There’s a lot of information in this notebook, but here’s a recap of the most important items.

  • Global model performance metrics (fitted_model %>% glance())

    • The p.value is associated with a global test for model utility. This is a hypothesis test asking whether any of the predictor terms in the model have non-zero coefficients. For simple linear regression, we only have one predictor term, so the hypotheses are \(\begin{array}{lcl} H_0 & : & \beta_1 = 0\\ H_a & : & \beta_1 \neq 0\end{array}\).

    • For simple linear regression, the r.squared value measures the proportion of variation in the response which is explained by our model. (For multiple linear regression, we’ll look to adj.r.squared for this instead)

      • Values closer to \(1\) are better, but we should be skeptical of values too close to \(1\).
    • The sigma value estimates the residual standard error for our model’s predictions.

      • Lower values are better here.
      • While biased, we can use sigma to estimate how accurate we might expect our predictions to be. With approximately 95% confidence, our predictions are accurate to within \(\pm 2\)sigma.
  • Metrics for individual model terms (fitted_model %>% extract_fit_engine() %>% tidy())

    • The estimates column gives the estimated model coefficients (the estimated \(\beta\) values).

    • The std.error column gives the estimate of the standard error for each model coefficient.

    • The p.value column gives the \(p\)-value associated with a test asking whether the coefficient corresponding to the predictor model term (predictor variable) is non-zero.

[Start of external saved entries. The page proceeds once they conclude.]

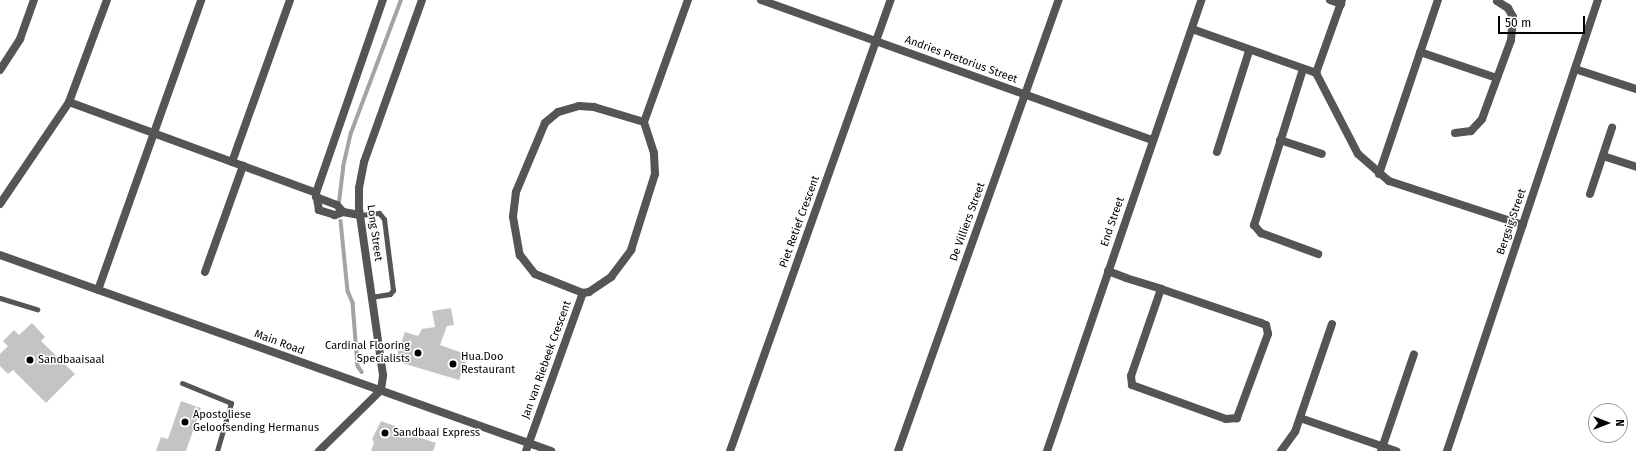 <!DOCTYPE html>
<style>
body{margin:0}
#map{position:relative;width:1636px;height:451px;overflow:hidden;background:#fff;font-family:"Fira Sans",sans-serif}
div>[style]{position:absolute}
.stream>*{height:3.5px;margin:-1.75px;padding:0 1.75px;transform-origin:1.75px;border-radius:1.75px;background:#a3a3a3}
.building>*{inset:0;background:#c4c4c4}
.lane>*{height:5px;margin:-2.5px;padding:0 2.5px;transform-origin:2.5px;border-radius:2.5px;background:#555}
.street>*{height:8px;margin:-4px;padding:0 4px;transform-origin:4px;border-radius:4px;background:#555}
.dots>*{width:11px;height:11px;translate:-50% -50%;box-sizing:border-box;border:2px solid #fff;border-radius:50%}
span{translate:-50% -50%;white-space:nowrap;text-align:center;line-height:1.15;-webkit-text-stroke:3px #fff;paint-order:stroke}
.street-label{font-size:11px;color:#000}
.poi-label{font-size:11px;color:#000}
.right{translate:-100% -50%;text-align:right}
.left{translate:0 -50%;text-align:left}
.north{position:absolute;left:1588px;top:403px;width:40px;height:40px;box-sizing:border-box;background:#fff;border:1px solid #999;border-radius:50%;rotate:90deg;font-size:11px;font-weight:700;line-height:16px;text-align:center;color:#000}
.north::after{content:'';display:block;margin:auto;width:14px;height:18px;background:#000;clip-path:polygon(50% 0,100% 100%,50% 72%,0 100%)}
.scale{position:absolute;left:1498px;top:16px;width:87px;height:18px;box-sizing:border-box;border:2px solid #000;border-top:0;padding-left:5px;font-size:12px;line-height:14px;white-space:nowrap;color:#000;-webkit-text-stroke:3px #fff;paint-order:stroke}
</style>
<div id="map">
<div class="stream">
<div style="left:339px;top:202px;width:35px;rotate:-83deg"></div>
<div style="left:343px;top:167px;width:35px;rotate:-77deg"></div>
<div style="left:351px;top:133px;width:142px;rotate:-69.4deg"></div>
<div style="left:341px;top:221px;width:70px;rotate:84.3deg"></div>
<div style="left:348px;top:291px;width:13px;rotate:67deg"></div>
<div style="left:353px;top:303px;width:63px;rotate:85.5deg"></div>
<div style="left:358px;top:366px;width:7px;rotate:56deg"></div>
</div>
<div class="building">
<div style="clip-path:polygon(451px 308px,454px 325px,447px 326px,440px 345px,468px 355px,459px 380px,395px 361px,405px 332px,418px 336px,422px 329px,435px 327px,432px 311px)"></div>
<div style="clip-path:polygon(32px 323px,45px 337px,41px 341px,75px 374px,46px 403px,13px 370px,8px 374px,0 366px,0 354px,8px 346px,3px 341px,14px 330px,19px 335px)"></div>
<div style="clip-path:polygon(181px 401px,201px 408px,186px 451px,156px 451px,161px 437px,168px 439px)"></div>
<div style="clip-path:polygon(381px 421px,395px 426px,396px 430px,436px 443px,433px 451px,371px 451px,374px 443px,372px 439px)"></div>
</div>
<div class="lane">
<div style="left:360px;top:215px;width:19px;rotate:-6deg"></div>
<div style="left:379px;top:213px;width:8px;rotate:50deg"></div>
<div style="left:384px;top:219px;width:72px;rotate:82.8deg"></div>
<div style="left:393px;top:290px;width:5px;rotate:127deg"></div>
<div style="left:390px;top:294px;width:18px;rotate:171deg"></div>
<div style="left:0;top:298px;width:39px;rotate:17deg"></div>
<div style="left:182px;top:383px;width:53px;rotate:22.2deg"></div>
<div style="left:231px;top:403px;width:50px;rotate:106.3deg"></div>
</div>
<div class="street">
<div style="left:761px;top:0;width:416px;rotate:19.7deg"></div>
<div style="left:1330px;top:0;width:12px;rotate:20deg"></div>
<div style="left:1192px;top:29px;width:132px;rotate:19.5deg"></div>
<div style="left:1316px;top:73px;width:91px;rotate:62.6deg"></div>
<div style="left:1358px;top:154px;width:41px;rotate:41.1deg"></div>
<div style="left:1389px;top:181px;width:141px;rotate:18.2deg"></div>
<div style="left:1420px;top:52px;width:81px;rotate:18.7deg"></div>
<div style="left:1303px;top:69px;width:164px;rotate:107.4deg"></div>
<div style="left:1254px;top:225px;width:11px;rotate:49deg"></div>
<div style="left:1261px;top:233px;width:61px;rotate:20.2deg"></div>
<div style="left:1575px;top:69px;width:64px;rotate:18.2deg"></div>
<div style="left:0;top:70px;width:37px;rotate:-57deg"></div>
<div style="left:20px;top:39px;width:41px;rotate:-70.3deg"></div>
<div style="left:1316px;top:73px;width:77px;rotate:-70.4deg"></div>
<div style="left:69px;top:102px;width:263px;rotate:20.2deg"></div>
<div style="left:644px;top:122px;width:52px;rotate:-163.3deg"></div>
<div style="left:594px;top:107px;width:15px;rotate:-176deg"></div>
<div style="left:579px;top:106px;width:22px;rotate:164deg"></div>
<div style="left:558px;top:112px;width:17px;rotate:140deg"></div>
<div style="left:545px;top:123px;width:75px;rotate:112.8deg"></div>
<div style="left:516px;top:192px;width:25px;rotate:97deg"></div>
<div style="left:513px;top:217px;width:39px;rotate:80deg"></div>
<div style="left:520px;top:255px;width:24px;rotate:52deg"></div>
<div style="left:535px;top:274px;width:52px;rotate:21.6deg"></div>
<div style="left:583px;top:293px;width:6px;rotate:-9deg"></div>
<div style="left:589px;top:292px;width:27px;rotate:-34deg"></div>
<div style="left:611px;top:277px;width:34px;rotate:-53deg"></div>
<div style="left:631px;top:250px;width:80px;rotate:-72.5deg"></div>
<div style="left:655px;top:174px;width:21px;rotate:-93deg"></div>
<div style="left:654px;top:153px;width:33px;rotate:-108deg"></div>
<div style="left:644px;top:122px;width:130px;rotate:-70.2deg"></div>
<div style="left:1455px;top:133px;width:16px;rotate:-7deg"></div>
<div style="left:1471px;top:131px;width:16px;rotate:-47deg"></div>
<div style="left:1482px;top:119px;width:84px;rotate:-69.8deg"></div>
<div style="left:1511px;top:40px;width:23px;rotate:-85deg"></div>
<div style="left:1513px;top:17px;width:10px;rotate:-119deg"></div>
<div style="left:1508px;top:8px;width:13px;rotate:-148deg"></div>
<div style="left:1280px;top:140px;width:44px;rotate:18.4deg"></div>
<div style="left:1217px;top:152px;width:106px;rotate:-72.4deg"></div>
<div style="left:1603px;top:156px;width:35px;rotate:18deg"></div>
<div style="left:232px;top:162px;width:172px;rotate:-70.3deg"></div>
<div style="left:1379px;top:174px;width:184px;rotate:-71.3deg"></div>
<div style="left:1590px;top:194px;width:70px;rotate:-71.6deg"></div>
<div style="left:316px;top:197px;width:22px;rotate:21deg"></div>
<div style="left:337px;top:205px;width:9px;rotate:49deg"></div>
<div style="left:343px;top:212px;width:17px;rotate:10deg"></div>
<div style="left:0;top:204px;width:123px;rotate:-55.9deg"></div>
<div style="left:69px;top:102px;width:109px;rotate:-69.6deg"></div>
<div style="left:343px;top:212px;width:9px;rotate:159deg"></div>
<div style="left:335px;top:215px;width:17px;rotate:-163deg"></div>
<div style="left:319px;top:210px;width:17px;rotate:-100deg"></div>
<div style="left:316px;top:193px;width:204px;rotate:-70.9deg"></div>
<div style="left:0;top:255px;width:585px;rotate:19.58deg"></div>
<div style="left:1108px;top:271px;width:19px;rotate:21deg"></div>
<div style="left:1126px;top:278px;width:37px;rotate:17deg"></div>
<div style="left:1161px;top:289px;width:106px;rotate:18.8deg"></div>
<div style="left:1261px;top:323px;width:5px;rotate:22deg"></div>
<div style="left:1266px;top:325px;width:9px;rotate:77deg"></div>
<div style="left:1268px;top:334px;width:90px;rotate:110.3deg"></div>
<div style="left:1237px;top:418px;width:11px;rotate:175deg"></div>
<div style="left:1226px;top:419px;width:100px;rotate:-160.1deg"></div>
<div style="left:1132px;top:385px;width:9px;rotate:-96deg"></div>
<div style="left:1131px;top:376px;width:92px;rotate:-71deg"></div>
<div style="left:205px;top:272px;width:113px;rotate:-70.3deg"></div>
<div style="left:98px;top:290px;width:308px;rotate:-70.4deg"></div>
<div style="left:1300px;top:418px;width:102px;rotate:19deg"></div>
<div style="left:319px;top:451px;width:87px;rotate:-44.5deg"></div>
<div style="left:381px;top:390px;width:15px;rotate:-82deg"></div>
<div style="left:383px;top:375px;width:169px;rotate:-98.2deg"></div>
<div style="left:359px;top:208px;width:20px;rotate:-90deg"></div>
<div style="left:359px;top:188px;width:26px;rotate:-79deg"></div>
<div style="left:364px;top:162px;width:172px;rotate:-70.3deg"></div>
<div style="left:526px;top:451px;width:168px;rotate:-70.2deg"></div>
<div style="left:730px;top:451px;width:479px;rotate:-70.4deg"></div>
<div style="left:898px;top:451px;width:479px;rotate:-70.4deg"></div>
<div style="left:1047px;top:451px;width:477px;rotate:-71.1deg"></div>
<div style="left:1281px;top:451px;width:24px;rotate:-54deg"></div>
<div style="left:1295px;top:432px;width:114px;rotate:-71.1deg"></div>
<div style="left:1381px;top:451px;width:102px;rotate:-71.2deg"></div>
<div style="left:1447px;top:451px;width:476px;rotate:-71.5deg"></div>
</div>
<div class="dots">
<div style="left:418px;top:353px;background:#000"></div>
<div style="left:30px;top:360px;background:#000"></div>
<div style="left:453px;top:364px;background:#000"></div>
<div style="left:185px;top:422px;background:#000"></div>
<div style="left:385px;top:433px;background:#000"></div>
</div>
<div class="street-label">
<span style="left:961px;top:60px;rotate:20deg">Andries Pretorius Street</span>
<span style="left:800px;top:222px;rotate:-70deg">Piet Retief Crescent</span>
<span style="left:968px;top:222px;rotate:-70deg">De Villiers Street</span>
<span style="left:1113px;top:222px;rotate:-71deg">End Street</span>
<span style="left:1512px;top:222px;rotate:-71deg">Bergsig Street</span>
<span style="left:374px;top:233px;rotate:82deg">Long Street</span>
<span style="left:279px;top:343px;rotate:20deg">Main Road</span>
<span style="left:547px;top:360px;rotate:-70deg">Jan van Riebeek Crescent</span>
</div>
<div class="poi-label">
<span class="right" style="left:410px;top:353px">Cardinal Flooring<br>Specialists</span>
<span class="left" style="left:461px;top:364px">Hua.Doo<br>Restaurant</span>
<span class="left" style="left:38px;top:360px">Sandbaaisaal</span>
<span class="left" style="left:193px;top:422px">Apostoliese<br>Geloofsending Hermanus</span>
<span class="left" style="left:393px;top:433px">Sandbaai Express</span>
</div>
<div class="north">N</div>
<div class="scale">50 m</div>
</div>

      • In the case of simple linear regression, this is the same as the global test for model utility because there is only one model term containing a predictor.
  • Unbiased estimates for future model performance (fitted_model %>% augment(test_data) %>% metric(truth, .pred))

    • We need to evaluate our model on unseen/hidden data to get an unbiased estimate of model performance.
    • For now, we’ll use the test data for this but we’ll soon see real problems associated with that approach. We’ll find something better to do instead!